◆ Activity
The entries below should be set down again exactly, with every picture left out.

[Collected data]
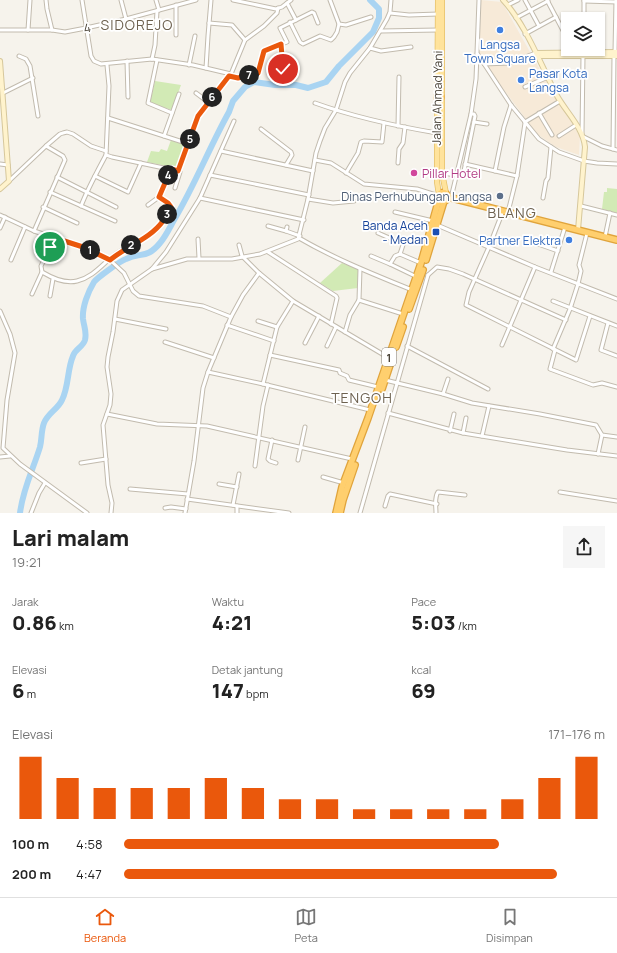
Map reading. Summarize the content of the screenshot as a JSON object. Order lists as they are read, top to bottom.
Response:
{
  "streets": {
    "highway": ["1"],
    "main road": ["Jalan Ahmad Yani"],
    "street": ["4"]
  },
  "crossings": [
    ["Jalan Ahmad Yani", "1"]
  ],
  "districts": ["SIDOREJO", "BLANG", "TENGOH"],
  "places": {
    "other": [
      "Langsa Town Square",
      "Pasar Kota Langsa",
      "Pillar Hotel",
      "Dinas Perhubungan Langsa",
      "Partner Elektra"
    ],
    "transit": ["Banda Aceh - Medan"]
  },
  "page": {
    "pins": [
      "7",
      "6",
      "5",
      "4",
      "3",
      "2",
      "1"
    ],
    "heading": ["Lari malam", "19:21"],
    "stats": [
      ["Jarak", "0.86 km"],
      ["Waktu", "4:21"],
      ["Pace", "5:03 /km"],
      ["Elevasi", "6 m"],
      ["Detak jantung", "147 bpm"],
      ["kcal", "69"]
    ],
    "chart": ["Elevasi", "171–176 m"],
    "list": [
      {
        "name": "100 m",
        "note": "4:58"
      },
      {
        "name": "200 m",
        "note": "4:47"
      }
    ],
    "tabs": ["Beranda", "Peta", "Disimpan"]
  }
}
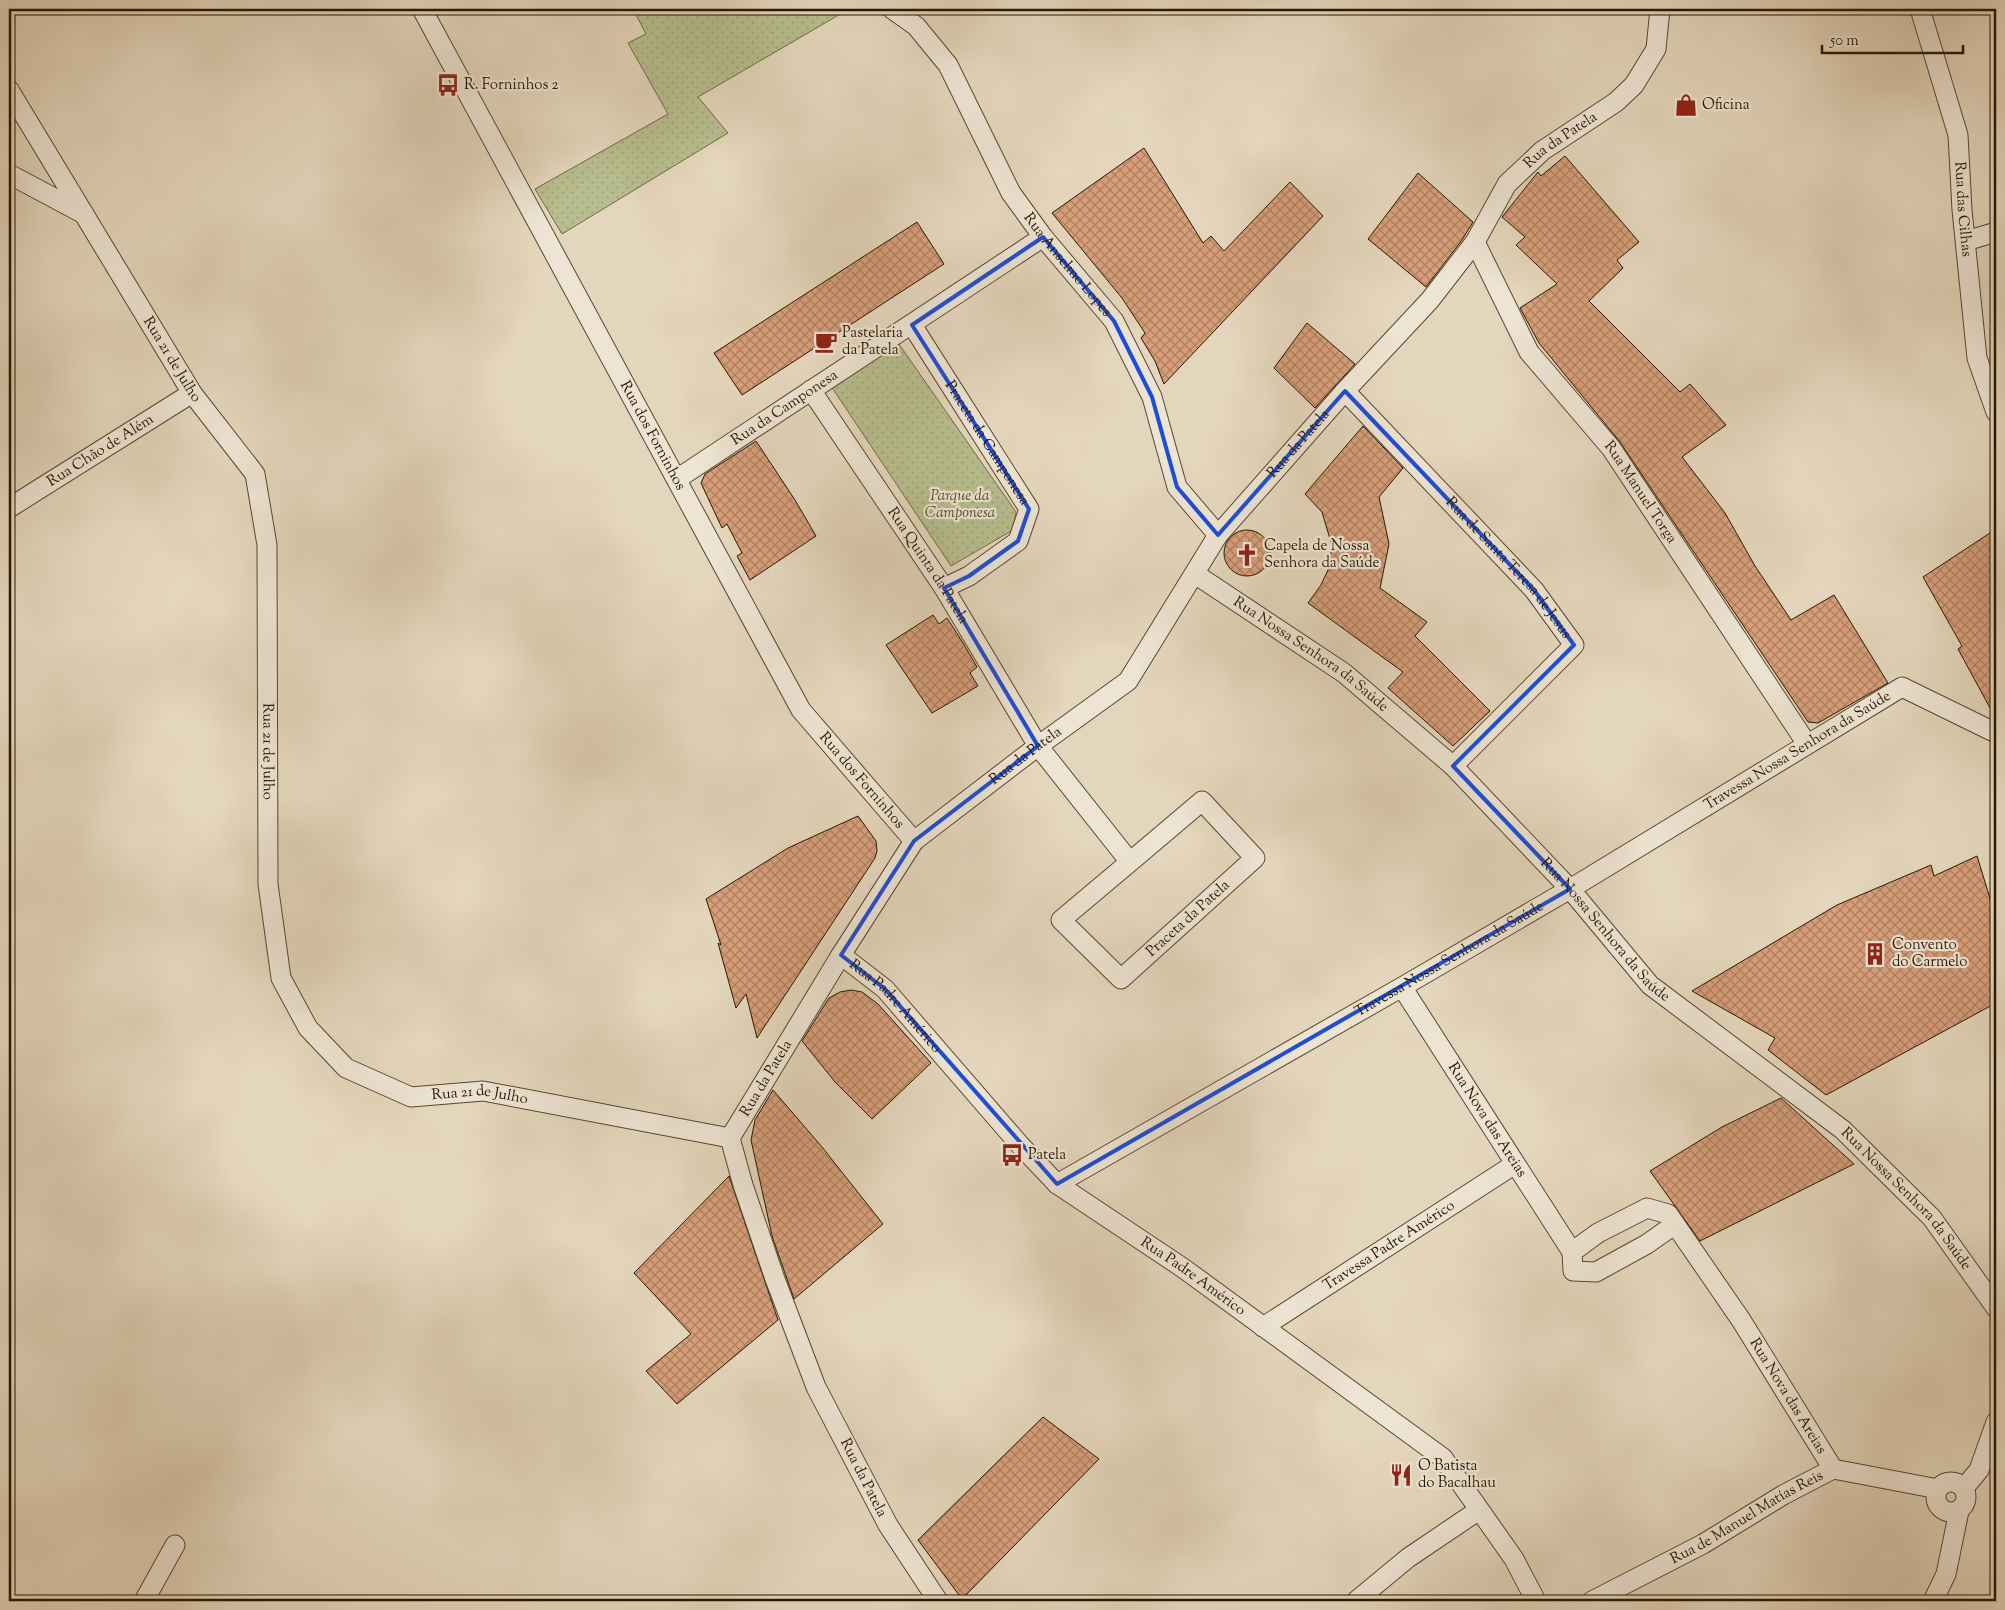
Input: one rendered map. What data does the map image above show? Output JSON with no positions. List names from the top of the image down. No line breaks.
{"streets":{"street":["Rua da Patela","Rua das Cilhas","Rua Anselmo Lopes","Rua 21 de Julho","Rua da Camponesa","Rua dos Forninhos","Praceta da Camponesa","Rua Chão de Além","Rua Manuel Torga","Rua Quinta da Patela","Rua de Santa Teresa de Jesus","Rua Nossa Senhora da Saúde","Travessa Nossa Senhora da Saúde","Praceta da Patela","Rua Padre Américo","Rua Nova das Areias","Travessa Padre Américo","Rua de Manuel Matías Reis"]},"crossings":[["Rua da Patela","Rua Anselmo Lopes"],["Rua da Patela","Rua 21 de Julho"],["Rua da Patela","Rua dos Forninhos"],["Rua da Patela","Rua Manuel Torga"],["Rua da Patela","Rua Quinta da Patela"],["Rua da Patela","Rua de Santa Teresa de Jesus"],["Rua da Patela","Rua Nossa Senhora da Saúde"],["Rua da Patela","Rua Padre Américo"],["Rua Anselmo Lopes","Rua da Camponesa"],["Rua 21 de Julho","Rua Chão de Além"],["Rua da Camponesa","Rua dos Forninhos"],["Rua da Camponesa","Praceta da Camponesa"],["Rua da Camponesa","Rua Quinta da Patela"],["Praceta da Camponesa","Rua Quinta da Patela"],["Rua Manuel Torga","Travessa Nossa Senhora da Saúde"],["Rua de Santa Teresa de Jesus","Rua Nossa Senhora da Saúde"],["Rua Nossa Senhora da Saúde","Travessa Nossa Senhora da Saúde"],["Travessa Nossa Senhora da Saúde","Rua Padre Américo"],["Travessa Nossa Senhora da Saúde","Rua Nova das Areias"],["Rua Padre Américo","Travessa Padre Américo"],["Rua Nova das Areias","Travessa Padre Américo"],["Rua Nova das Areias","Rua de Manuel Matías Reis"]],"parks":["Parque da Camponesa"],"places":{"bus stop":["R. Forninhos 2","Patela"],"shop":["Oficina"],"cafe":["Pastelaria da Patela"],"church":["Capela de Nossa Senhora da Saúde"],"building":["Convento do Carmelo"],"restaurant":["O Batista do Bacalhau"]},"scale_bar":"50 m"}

◆ Output for this task
Map reading. Summarize the content of the screenshot as a JSON object. Order lists as they are read, top to bottom.
Response:
{
  "streets": {
    "highway": ["1"],
    "main road": ["Jalan Ahmad Yani"],
    "street": ["4"]
  },
  "crossings": [
    ["Jalan Ahmad Yani", "1"]
  ],
  "districts": ["SIDOREJO", "BLANG", "TENGOH"],
  "places": {
    "other": [
      "Langsa Town Square",
      "Pasar Kota Langsa",
      "Pillar Hotel",
      "Dinas Perhubungan Langsa",
      "Partner Elektra"
    ],
    "transit": ["Banda Aceh - Medan"]
  },
  "page": {
    "pins": [
      "7",
      "6",
      "5",
      "4",
      "3",
      "2",
      "1"
    ],
    "heading": ["Lari malam", "19:21"],
    "stats": [
      ["Jarak", "0.86 km"],
      ["Waktu", "4:21"],
      ["Pace", "5:03 /km"],
      ["Elevasi", "6 m"],
      ["Detak jantung", "147 bpm"],
      ["kcal", "69"]
    ],
    "chart": ["Elevasi", "171–176 m"],
    "list": [
      {
        "name": "100 m",
        "note": "4:58"
      },
      {
        "name": "200 m",
        "note": "4:47"
      }
    ],
    "tabs": ["Beranda", "Peta", "Disimpan"]
  }
}
Input: one rendered map. What data does the map image above show? Output JSON with no positions. List names from the top of the image down. No line breaks.
{"streets":{"street":["Rua da Patela","Rua das Cilhas","Rua Anselmo Lopes","Rua 21 de Julho","Rua da Camponesa","Rua dos Forninhos","Praceta da Camponesa","Rua Chão de Além","Rua Manuel Torga","Rua Quinta da Patela","Rua de Santa Teresa de Jesus","Rua Nossa Senhora da Saúde","Travessa Nossa Senhora da Saúde","Praceta da Patela","Rua Padre Américo","Rua Nova das Areias","Travessa Padre Américo","Rua de Manuel Matías Reis"]},"crossings":[["Rua da Patela","Rua Anselmo Lopes"],["Rua da Patela","Rua 21 de Julho"],["Rua da Patela","Rua dos Forninhos"],["Rua da Patela","Rua Manuel Torga"],["Rua da Patela","Rua Quinta da Patela"],["Rua da Patela","Rua de Santa Teresa de Jesus"],["Rua da Patela","Rua Nossa Senhora da Saúde"],["Rua da Patela","Rua Padre Américo"],["Rua Anselmo Lopes","Rua da Camponesa"],["Rua 21 de Julho","Rua Chão de Além"],["Rua da Camponesa","Rua dos Forninhos"],["Rua da Camponesa","Praceta da Camponesa"],["Rua da Camponesa","Rua Quinta da Patela"],["Praceta da Camponesa","Rua Quinta da Patela"],["Rua Manuel Torga","Travessa Nossa Senhora da Saúde"],["Rua de Santa Teresa de Jesus","Rua Nossa Senhora da Saúde"],["Rua Nossa Senhora da Saúde","Travessa Nossa Senhora da Saúde"],["Travessa Nossa Senhora da Saúde","Rua Padre Américo"],["Travessa Nossa Senhora da Saúde","Rua Nova das Areias"],["Rua Padre Américo","Travessa Padre Américo"],["Rua Nova das Areias","Travessa Padre Américo"],["Rua Nova das Areias","Rua de Manuel Matías Reis"]],"parks":["Parque da Camponesa"],"places":{"bus stop":["R. Forninhos 2","Patela"],"shop":["Oficina"],"cafe":["Pastelaria da Patela"],"church":["Capela de Nossa Senhora da Saúde"],"building":["Convento do Carmelo"],"restaurant":["O Batista do Bacalhau"]},"scale_bar":"50 m"}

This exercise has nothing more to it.